Speaking, the Minister of State for Petroleum Resources, Dr. Ibe Kachikwu, said the policy would require that the ownership of the cylinders rests strictly with the dealers and distributors, adding that this was part of the strategy to deepen the penetration of LPG, also known as cooking gas, and address issues of safety.
Kachikwu added that the Federal Government had reached an agreement with two original cylinder manufacturers to deliver 600,000 cylinders to LPG distributors on credit, with a repayment period of 18 months.
He said the Federal Government would in the next couple of days commence the clampdown on illegal roadside LPG dealers, while he directed all skid operators of LPG to immediately convert their outlets to micro distribution centres before the enforcement begins.
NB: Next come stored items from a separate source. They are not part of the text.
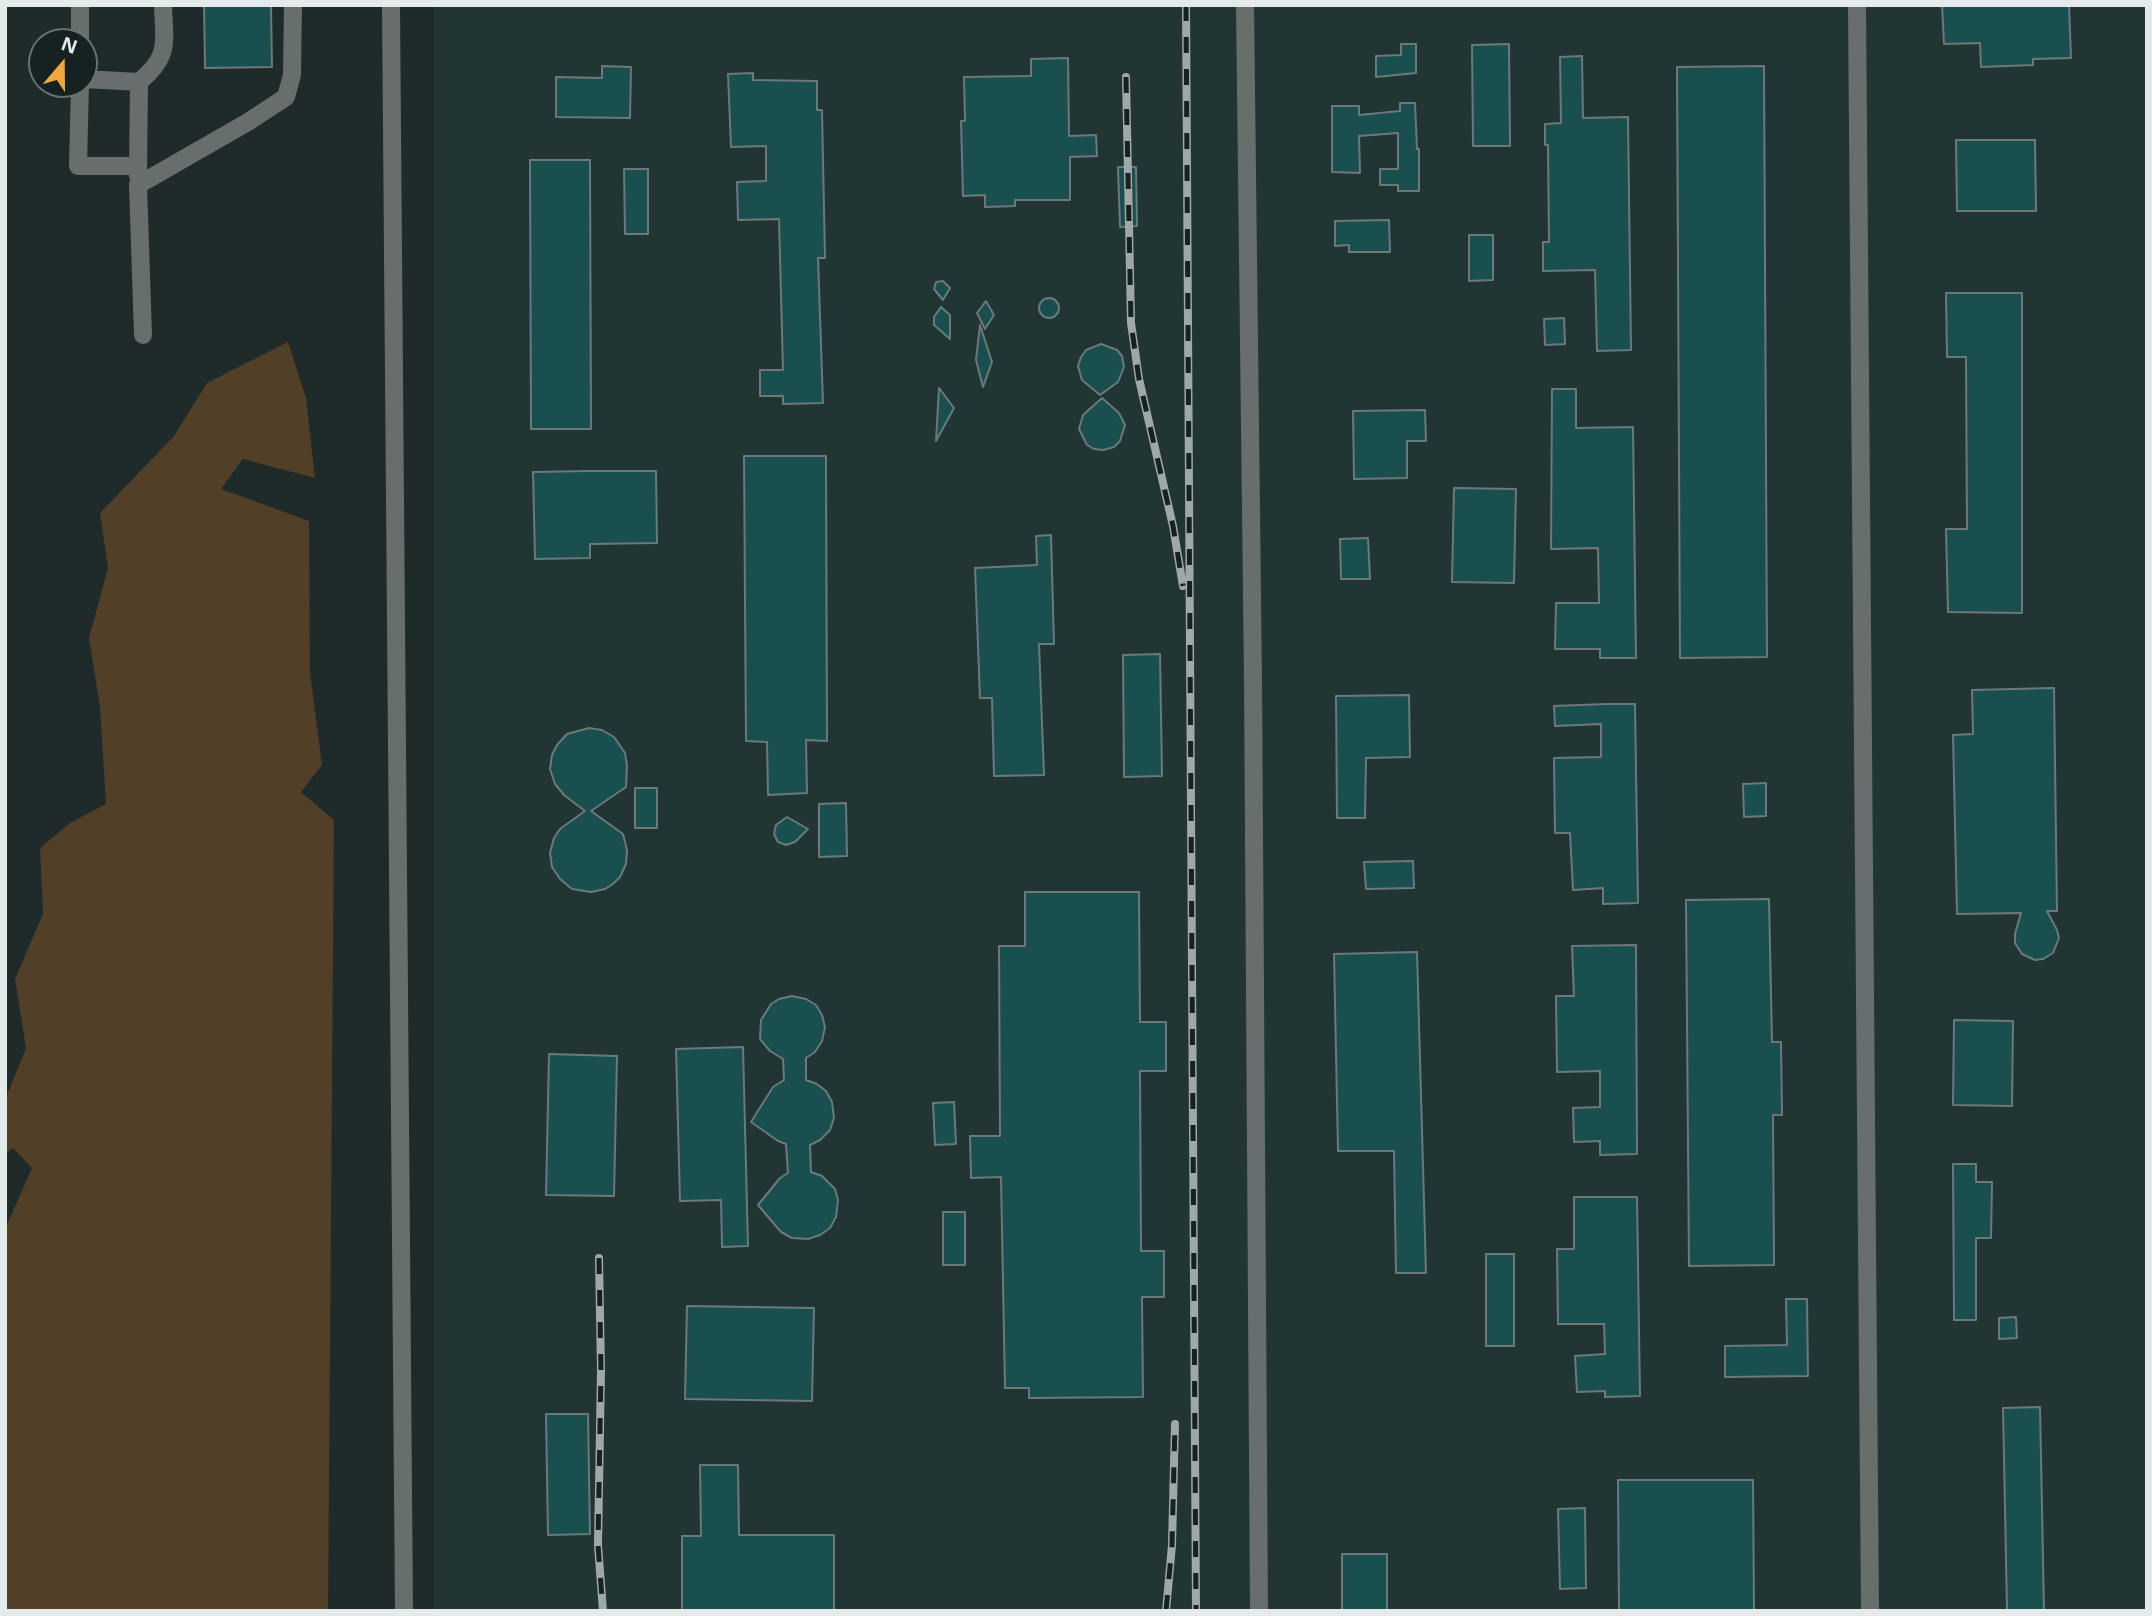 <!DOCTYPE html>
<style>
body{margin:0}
#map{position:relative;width:2152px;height:1616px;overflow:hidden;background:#1f2a2a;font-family:"Open Sans",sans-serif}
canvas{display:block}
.frame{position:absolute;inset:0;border:7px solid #e3eae9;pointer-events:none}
.north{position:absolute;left:28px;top:28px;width:70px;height:70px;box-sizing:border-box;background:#162121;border:2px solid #687171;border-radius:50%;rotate:20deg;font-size:19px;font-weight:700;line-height:28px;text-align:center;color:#e3eae9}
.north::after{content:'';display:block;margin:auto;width:24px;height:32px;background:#efa73e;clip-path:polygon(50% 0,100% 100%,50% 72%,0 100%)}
</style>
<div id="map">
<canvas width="2152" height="1616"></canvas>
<div class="frame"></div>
<div class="north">N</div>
</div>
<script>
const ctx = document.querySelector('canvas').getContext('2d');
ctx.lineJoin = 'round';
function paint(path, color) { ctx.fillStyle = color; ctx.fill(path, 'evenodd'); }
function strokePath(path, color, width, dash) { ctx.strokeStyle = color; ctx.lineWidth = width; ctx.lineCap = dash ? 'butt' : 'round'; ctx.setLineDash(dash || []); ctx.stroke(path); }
paint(new Path2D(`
 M 434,5 L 2147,5 L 2147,1611 L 434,1611 Z`), '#213535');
paint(new Path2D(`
 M 288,342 L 306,398 L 315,478 L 243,459 L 221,489 L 309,521 L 310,673 L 322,765 L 301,792 L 334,820 L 328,1611 L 5,1611 L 5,1229 L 32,1168 L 13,1148 L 5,1154 L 5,1100 L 26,1048 L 15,979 L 43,914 L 40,848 L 70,823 L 106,804 L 100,707 L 89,638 L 108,568 L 100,513 L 174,436 L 207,383 Z`), '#523f28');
const building = new Path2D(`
 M 204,5 L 271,5 L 272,67 L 205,68 Z
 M 1942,5 L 2069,5 L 2071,58 L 2033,59 L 2033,65 L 1981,67 L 1980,43 L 1944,44 Z
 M 1401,44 L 1416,44 L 1416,73 L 1376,77 L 1376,56 L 1401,55 Z
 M 1509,44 L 1510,146 L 1473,146 L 1472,45 Z
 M 1582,56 L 1583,118 L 1628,117 L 1631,350 L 1597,351 L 1595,270 L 1543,271 L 1543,242 L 1549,242 L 1548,145 L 1545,145 L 1545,124 L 1561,123 L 1560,57 Z
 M 1068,58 L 1069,136 L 1096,135 L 1097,156 L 1070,157 L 1070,200 L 1015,200 L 1015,206 L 985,207 L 985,195 L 963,196 L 961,121 L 965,121 L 964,77 L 1031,76 L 1031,59 Z
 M 602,66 L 631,67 L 630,118 L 556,117 L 556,77 L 602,78 Z
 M 1764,66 L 1767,657 L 1680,658 L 1677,67 Z
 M 753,73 L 753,80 L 817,81 L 817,110 L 822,110 L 825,258 L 818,258 L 823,403 L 783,404 L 783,396 L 760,396 L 760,370 L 783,370 L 779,219 L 738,220 L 737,182 L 766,181 L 766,146 L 731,147 L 728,74 Z
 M 1400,103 L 1415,103 L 1417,149 L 1419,149 L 1419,191 L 1398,191 L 1398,185 L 1380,185 L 1380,169 L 1398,169 L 1398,133 L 1359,136 L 1360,173 L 1332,172 L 1332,106 L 1359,106 L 1359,115 L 1400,111 Z
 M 1956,140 L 2035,140 L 2036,211 L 1957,211 Z
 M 530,160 L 590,160 L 591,429 L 531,429 Z
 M 1118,167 L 1136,167 L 1137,226 L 1120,227 Z
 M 624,169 L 648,169 L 648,234 L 625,234 Z
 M 1389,220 L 1390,252 L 1349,252 L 1349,245 L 1335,246 L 1335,221 Z
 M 1469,235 L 1493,235 L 1493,280 L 1469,281 Z
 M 943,281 L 950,288 L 943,300 L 934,289 L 936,282 Z
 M 1946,293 L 2022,293 L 2022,613 L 1948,612 L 1946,529 L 1967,529 L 1966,357 L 1947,357 Z
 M1039 308a10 10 0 1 1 20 0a10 10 0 1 1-20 0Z
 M 986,301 L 994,315 L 985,329 L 977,313 Z
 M 941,307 L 950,315 L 950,339 L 934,325 L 934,317 Z
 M 1564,318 L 1565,344 L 1545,345 L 1544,319 Z
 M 980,325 L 992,362 L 983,387 L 976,360 Z
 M 1101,344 L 1117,350 L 1122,356 L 1124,367 L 1118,382 L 1100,395 L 1082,380 L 1078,366 L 1081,357 L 1086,350 Z
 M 939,388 L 954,408 L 936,441 Z
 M 1552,389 L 1576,389 L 1576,428 L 1633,427 L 1636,658 L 1600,658 L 1600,649 L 1555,649 L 1556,603 L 1599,603 L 1598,548 L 1551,549 Z
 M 1102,398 L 1119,413 L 1125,425 L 1120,441 L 1114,447 L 1103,450 L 1094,449 L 1087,445 L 1079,429 L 1083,415 Z
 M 1425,410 L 1426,441 L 1407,441 L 1407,478 L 1354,479 L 1353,411 Z
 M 744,456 L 826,456 L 827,741 L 806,740 L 807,793 L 768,795 L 767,742 L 746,741 Z
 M 589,471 L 656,471 L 657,543 L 590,544 L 590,558 L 535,559 L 533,472 Z
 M 1454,488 L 1516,489 L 1514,583 L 1452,582 Z
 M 1051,535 L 1054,644 L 1039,644 L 1044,775 L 994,776 L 992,698 L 980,698 L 975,568 L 1037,565 L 1036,536 Z
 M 1368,538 L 1370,579 L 1341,579 L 1340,539 Z
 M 1160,654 L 1162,776 L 1124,777 L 1123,655 Z
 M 2054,688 L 2057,911 L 2047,911 L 2057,930 L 2059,938 L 2053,953 L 2043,959 L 2035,960 L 2022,954 L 2015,943 L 2015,934 L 2021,913 L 1957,914 L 1953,735 L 1973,734 L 1972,690 Z
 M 1409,695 L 1410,757 L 1366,758 L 1365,818 L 1337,818 L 1336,696 Z
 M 1607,704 L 1635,704 L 1638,903 L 1603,904 L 1603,888 L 1573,890 L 1570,833 L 1555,833 L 1554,758 L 1601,757 L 1601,724 L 1555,726 L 1554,706 Z
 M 589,728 L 602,730 L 614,737 L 625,753 L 627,766 L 626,787 L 591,811 L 623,834 L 627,850 L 626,864 L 620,877 L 613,884 L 605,889 L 591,892 L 572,889 L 560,879 L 552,867 L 550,853 L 554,838 L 560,829 L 585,811 L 564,795 L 555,784 L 550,769 L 552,755 L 557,745 L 567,734 Z
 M 1766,783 L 1766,816 L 1744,817 L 1743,784 Z
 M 635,788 L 657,788 L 657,828 L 635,828 Z
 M 846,803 L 847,856 L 819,857 L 819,804 Z
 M 787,817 L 808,829 L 795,842 L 786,845 L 778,842 L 774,834 L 776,825 Z
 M 1413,861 L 1414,888 L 1366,889 L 1364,862 Z
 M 1025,892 L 1139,892 L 1140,1022 L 1166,1022 L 1166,1071 L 1140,1071 L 1141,1251 L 1164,1251 L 1164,1297 L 1142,1297 L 1143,1397 L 1029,1398 L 1029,1388 L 1005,1388 L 1001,1177 L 971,1178 L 970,1136 L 1000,1136 L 999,946 L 1025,946 Z
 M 1769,899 L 1772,1042 L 1781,1042 L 1782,1115 L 1773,1115 L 1774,1265 L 1689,1266 L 1686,900 Z
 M 1636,945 L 1637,1154 L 1600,1155 L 1600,1141 L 1574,1142 L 1573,1108 L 1600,1107 L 1600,1071 L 1557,1072 L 1556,996 L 1574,996 L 1572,946 Z
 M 1417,952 L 1426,1273 L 1396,1273 L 1394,1151 L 1338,1151 L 1334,954 Z
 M 792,996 L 806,999 L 816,1005 L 822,1015 L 825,1027 L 822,1041 L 815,1052 L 806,1058 L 806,1080 L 817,1084 L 826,1091 L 832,1102 L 834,1118 L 830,1130 L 820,1140 L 810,1145 L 811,1172 L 822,1176 L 835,1189 L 838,1200 L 836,1217 L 830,1228 L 820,1235 L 808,1239 L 792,1238 L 781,1232 L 758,1205 L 780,1178 L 788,1173 L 786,1144 L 778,1141 L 751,1122 L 773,1087 L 784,1080 L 783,1059 L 770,1051 L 760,1039 L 761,1020 L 771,1004 L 779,999 Z
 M 1954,1020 L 2013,1021 L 2012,1106 L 1953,1105 Z
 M 743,1047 L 748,1246 L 722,1247 L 721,1200 L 680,1201 L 676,1049 Z
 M 549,1054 L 617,1056 L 614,1196 L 546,1195 Z
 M 954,1102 L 956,1144 L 935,1145 L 933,1103 Z
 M 1953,1164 L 1976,1164 L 1976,1182 L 1992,1182 L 1991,1238 L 1976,1238 L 1976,1320 L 1954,1320 Z
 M 1574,1197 L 1637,1197 L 1640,1396 L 1605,1397 L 1605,1391 L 1577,1392 L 1575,1356 L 1605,1354 L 1604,1324 L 1558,1324 L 1557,1249 L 1574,1249 Z
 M 943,1212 L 965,1212 L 965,1265 L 943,1265 Z
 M 1486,1254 L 1514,1254 L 1514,1346 L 1486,1346 Z
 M 1786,1299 L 1807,1299 L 1808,1376 L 1725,1377 L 1725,1346 L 1787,1345 Z
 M 687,1306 L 814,1308 L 812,1401 L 685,1399 Z
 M 2016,1317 L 2017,1338 L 1999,1339 L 1999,1318 Z
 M 2040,1407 L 2044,1611 L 2007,1611 L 2003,1408 Z
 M 546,1414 L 588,1414 L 590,1534 L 548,1535 Z
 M 700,1465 L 738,1465 L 739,1535 L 834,1535 L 834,1611 L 682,1611 L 682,1536 L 701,1536 Z
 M 1618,1480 L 1753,1480 L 1754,1611 L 1619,1611 Z
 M 1585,1508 L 1586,1588 L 1560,1589 L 1558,1509 Z
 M 1342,1554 L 1387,1554 L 1387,1611 L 1342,1611 Z`);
paint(building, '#194f4f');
strokePath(building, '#6d7979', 2);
strokePath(new Path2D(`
 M 80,5 L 80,42
 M 391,5 L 404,1611
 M 1245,5 L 1253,679 L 1259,1611
 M 1857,5 L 1870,1611
 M 84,79 L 139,82 C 171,56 164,42 163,5
 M 80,84 L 78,166 L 138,166
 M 138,176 L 139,82
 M 143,335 L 138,185 L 248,122 L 286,97 L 292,75 L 293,5`), '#686e6d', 18);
const rail = new Path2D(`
 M 1186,5 L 1196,1611
 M 1126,77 L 1131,323 L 1139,379 L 1173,526 L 1183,586
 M 599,1258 L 601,1371 L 598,1545 L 603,1611
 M 1166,1611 L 1172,1545 L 1175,1424`);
strokePath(rail, '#a0a8a7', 8);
strokePath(rail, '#162121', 5, [16]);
</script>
Represented by his Senior Technical Assistant, Brenda Ataga, Kachikwu said: “The MDCs will essentially create and introduce into the market what we call the cylinder exchange programme, whereby the cylinders are owned by the distributors.
“There is no need for you to decant for anybody that comes in, and that eliminates illegal risks as well.
“You would fill them at the refill plants that would be tied to you and exchange it with your customers because you know your customers already.
“Your customers pay for only the content, while you own the cylinders and control the management of those cylinders.
“It is for us to be able to, at any point in time, discern and discover cylinders that are bad, cylinders that need recertification and cylinders that need to be removed from circulation.
“We put that onus on distributors going forward, to support the safe and standard method of selling LPG.
“I tell you today that Nigeria is the only country in West Africa that does not practice the re-circulation model.
“Everyone has moved away from this because, again, most of the population cannot afford cylinders.
“So, you have to remove that cost from them.”